I resolved to let him go his own gait, and comforted him by telling him he could say whatever he pleased, and that I would "stand for it."

And I must confess he acquitted himself nobly. In his hands I became one of the Princes of Letters, the titles of whose many books were too well known to need any enumeration of them there, and as for my name—why, it would be an impertinence for him even to mention it, "because, my friends," said he, "I am perfectly well aware that that name is as familiar to you as it is to me."

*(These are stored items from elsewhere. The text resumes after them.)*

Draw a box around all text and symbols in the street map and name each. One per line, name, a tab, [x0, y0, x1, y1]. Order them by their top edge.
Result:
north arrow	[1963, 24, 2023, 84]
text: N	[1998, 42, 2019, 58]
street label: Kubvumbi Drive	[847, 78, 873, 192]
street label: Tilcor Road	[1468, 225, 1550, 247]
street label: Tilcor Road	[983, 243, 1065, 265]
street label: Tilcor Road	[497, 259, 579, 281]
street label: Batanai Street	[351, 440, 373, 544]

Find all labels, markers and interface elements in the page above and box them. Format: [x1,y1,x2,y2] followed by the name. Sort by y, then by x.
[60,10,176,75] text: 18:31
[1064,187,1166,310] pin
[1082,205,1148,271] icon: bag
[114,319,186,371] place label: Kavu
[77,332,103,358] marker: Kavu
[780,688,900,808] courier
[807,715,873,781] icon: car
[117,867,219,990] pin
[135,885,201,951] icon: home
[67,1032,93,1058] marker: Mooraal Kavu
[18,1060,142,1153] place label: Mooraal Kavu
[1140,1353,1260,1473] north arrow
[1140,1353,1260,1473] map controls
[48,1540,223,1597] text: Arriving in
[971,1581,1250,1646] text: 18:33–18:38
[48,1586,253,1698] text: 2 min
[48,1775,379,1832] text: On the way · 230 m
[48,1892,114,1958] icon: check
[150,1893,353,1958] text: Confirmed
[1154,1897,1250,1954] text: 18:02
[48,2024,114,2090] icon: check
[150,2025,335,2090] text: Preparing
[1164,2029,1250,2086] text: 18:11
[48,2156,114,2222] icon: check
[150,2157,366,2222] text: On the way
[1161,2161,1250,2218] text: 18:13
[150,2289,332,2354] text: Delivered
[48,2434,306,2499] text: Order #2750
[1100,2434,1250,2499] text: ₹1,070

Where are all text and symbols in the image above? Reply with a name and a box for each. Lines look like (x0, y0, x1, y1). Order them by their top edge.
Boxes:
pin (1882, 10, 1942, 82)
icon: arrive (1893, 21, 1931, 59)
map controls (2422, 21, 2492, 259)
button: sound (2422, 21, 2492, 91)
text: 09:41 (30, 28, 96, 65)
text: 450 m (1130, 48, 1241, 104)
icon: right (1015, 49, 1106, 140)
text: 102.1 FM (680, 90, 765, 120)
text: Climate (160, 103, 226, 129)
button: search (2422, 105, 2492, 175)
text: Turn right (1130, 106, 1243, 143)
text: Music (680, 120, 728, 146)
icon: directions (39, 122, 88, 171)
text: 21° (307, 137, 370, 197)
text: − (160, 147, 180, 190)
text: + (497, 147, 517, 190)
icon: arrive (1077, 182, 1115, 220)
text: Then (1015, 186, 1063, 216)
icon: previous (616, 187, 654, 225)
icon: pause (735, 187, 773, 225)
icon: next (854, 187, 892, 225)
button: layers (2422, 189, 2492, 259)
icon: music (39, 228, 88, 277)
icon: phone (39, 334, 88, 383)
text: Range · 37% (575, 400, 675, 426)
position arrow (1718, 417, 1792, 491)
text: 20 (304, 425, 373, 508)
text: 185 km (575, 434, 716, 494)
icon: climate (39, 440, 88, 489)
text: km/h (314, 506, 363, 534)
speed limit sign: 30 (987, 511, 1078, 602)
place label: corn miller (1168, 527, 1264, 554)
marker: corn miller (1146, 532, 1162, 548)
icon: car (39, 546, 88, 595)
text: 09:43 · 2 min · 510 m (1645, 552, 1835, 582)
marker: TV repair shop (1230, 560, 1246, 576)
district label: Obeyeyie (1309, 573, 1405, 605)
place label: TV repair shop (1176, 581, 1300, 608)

Another good gentleman in the South, summoned to do duty as chairman at the last moment, sought no aid either from myself or from "Who's Who," trusting, like the good Christian he was, utterly to Holy Writ. He began most impressively with selections from the Book of Genesis. "In the beginning God created the earth," said he, and then he ran lightly over the sequences of created things until he had ushered the birds of the air, the beasts of the field, and the fishes of the sea on to the stage, and thence with an easy jump he came to myself.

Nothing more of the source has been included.